Please note that for 'AP'/P' $\rightarrow$ 'AP' transitions the write circuitry is always closed by the clock edge, no matter which implementation is chosen for the asynchronous termination.

### A. Clock-Controlled Implementation

The first implementation exploits the clock signal that is fed to the memory to create the delayed signal. This clock signal drives a counter, whose outputs are ORed together to create the delayed signal. Therefore, the counter counts down to 0 and starts with the number of clock cycles that are required to complete an 'AP'  $\rightarrow$ 'P' transition. For example, if the clock frequency is 1 GHz, i.e. the clock period is 1 ns, it takes at least four cycles to complete an 'AP'  $\rightarrow$ 'P' transition, given that an 'AP'  $\rightarrow$ 'P' transition takes 3.7 ns ( $\lceil \frac{3.7}{1.0} \rceil = 4$ ). In case of 10% variation, the counter will count down from 5 to 0, to ensure that no write failures occur. After 5 cycles the counter result will be 0 and the delayed signal will make a transition from '1' to '0', which will initiate the write termination.

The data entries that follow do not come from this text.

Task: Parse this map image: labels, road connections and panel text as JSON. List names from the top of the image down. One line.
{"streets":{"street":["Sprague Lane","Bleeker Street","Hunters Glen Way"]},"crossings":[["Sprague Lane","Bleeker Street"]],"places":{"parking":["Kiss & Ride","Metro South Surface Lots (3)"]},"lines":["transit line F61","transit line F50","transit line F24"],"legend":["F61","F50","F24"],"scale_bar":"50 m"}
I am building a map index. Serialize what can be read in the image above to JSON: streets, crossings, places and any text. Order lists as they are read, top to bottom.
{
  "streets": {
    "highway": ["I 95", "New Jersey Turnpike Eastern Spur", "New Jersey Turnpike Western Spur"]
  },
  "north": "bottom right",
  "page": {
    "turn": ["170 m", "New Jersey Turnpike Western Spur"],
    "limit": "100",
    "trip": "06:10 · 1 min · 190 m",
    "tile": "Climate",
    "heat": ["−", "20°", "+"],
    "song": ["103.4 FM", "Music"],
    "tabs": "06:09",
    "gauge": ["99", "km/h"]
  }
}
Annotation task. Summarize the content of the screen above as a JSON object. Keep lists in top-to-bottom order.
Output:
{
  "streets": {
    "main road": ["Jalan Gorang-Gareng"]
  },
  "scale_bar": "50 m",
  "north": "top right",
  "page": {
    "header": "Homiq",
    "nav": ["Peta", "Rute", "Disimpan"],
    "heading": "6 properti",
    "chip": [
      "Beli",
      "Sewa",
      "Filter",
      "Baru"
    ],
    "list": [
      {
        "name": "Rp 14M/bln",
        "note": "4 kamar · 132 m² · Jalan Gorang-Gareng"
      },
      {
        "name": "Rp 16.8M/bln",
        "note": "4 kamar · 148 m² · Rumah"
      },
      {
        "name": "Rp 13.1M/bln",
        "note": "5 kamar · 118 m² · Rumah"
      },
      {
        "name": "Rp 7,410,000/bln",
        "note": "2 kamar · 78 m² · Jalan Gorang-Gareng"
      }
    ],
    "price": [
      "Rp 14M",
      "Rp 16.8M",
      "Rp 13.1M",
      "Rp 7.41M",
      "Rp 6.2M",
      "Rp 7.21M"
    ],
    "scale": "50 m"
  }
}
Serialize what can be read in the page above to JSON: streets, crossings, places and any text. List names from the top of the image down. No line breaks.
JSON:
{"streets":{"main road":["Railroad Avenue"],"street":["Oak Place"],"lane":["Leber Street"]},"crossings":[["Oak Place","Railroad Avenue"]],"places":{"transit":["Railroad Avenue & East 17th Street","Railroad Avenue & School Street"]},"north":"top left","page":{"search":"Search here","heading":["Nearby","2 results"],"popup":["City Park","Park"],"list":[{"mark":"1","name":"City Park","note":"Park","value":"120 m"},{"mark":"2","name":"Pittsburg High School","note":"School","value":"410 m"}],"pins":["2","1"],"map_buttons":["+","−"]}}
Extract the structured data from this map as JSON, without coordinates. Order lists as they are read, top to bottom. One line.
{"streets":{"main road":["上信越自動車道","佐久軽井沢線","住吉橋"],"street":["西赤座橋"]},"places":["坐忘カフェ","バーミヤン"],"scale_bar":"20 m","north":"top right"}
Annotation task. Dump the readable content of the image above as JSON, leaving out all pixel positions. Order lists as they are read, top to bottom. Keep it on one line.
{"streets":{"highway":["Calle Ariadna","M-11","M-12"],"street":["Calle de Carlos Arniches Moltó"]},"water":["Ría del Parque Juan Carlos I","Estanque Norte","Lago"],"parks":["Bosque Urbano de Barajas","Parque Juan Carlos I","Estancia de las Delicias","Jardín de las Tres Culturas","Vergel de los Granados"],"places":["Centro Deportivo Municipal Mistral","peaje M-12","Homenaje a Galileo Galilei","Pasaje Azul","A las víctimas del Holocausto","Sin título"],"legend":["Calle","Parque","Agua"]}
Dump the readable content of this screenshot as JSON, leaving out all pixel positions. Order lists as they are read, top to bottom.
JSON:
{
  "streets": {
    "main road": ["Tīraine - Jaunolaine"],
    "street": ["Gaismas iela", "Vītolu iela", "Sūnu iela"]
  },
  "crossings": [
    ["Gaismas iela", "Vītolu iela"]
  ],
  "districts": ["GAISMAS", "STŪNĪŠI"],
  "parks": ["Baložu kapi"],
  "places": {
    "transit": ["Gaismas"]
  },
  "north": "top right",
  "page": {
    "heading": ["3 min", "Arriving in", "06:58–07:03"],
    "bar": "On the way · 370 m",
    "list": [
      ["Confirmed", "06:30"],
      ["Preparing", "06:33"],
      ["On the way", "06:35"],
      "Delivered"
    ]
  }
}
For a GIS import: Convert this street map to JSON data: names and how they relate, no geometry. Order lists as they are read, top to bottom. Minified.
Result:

To reduce the power consumption of this approach, a clock gating technique is used. By this means dynamic power consumption during read accesses and late cycles of write accesses during which counting is not required is avoided. In other words, this counter is clocked when a write access is triggered and its clock is gated after instructing the write termination signal.

The main advantage of this scheme is that the clock signal is already available and hence only a light-weight counter needs to be added to the memory unit. Moreover, the clock frequency will be usually around 1 GHz to allow fast read operations (which take 1 ns or less [3]). Hence, a three-bit counter should be usually sufficient. In terms of variation this approach needs only to margin for the bit-cell variations as the clock signal itself is very accurate, which will allow significant energy savings. However, the energy savings of the clock-controlled implementation are very sensitive to the clock period, as we will show in Section V. If the clock period is too long the efficiency of this scheme decreases significantly.

An alternative option to the counter-based implementation is to create an artificial clock signal outside of the STT-MRAM, which is then fed into the memory unit to drive the write control circuitry. However, in this case, additional memory pins and a clock multiplier/divider are required for this implementation, which is typically more expensive than the counter-based version.

## B. MTJ-based Delay Element

An alternative implementation of AAWT uses a self-timing approach based on a special delay element, which is built with an MTJ cell. The flip delay of this cell is used to match the bit-cell delays.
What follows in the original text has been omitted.